__TASK__: This exercise calls for an exact copy of the listing, with no pictures kept.

:::::

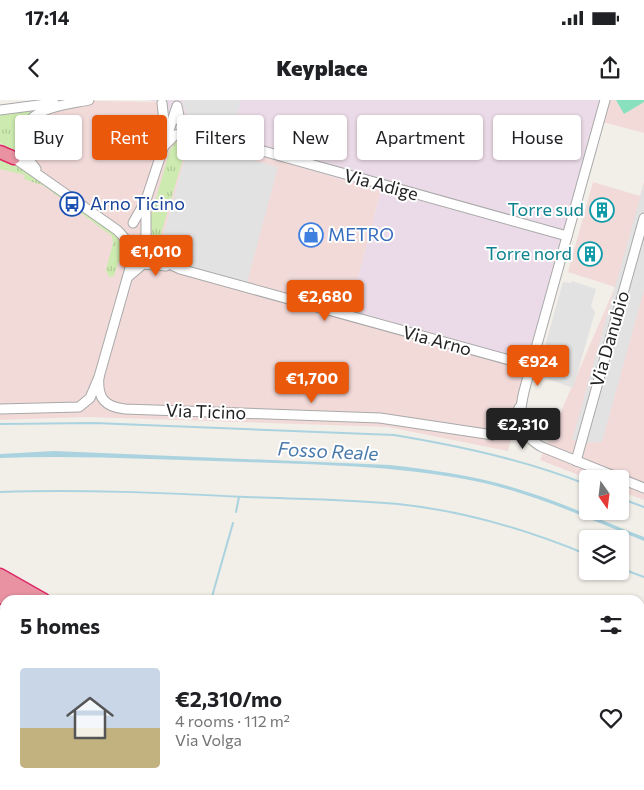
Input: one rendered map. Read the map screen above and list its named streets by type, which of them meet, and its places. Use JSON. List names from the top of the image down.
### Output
{
  "streets": {
    "street": [
      "Via Adige",
      "Via Danubio",
      "Via Arno",
      "Via Ticino"
    ]
  },
  "water": ["Fosso Reale"],
  "places": {
    "bus stop": ["Arno Ticino"],
    "building": ["Torre sud", "Torre nord"],
    "shop": ["METRO"]
  },
  "north": "bottom",
  "page": {
    "status": "17:14",
    "header": "Keyplace",
    "chip": [
      "Buy",
      "Rent",
      "Filters",
      "New",
      "Apartment",
      "House"
    ],
    "price": [
      "€1,010",
      "€2,680",
      "€924",
      "€1,700",
      "€2,310"
    ],
    "heading": "5 homes",
    "list": [
      {
        "name": "€2,310/mo",
        "note": "4 rooms · 112 m² · Via Volga"
      }
    ]
  }
}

:::::

__SOLUTION TO THIS TASK__:
Input: one rendered map. Read the map screen above and list its named streets by type, which of them meet, and its places. Use JSON. List names from the top of the image down.
### Output
{
  "streets": {
    "street": [
      "Via Adige",
      "Via Danubio",
      "Via Arno",
      "Via Ticino"
    ]
  },
  "water": ["Fosso Reale"],
  "places": {
    "bus stop": ["Arno Ticino"],
    "building": ["Torre sud", "Torre nord"],
    "shop": ["METRO"]
  },
  "north": "bottom",
  "page": {
    "status": "17:14",
    "header": "Keyplace",
    "chip": [
      "Buy",
      "Rent",
      "Filters",
      "New",
      "Apartment",
      "House"
    ],
    "price": [
      "€1,010",
      "€2,680",
      "€924",
      "€1,700",
      "€2,310"
    ],
    "heading": "5 homes",
    "list": [
      {
        "name": "€2,310/mo",
        "note": "4 rooms · 112 m² · Via Volga"
      }
    ]
  }
}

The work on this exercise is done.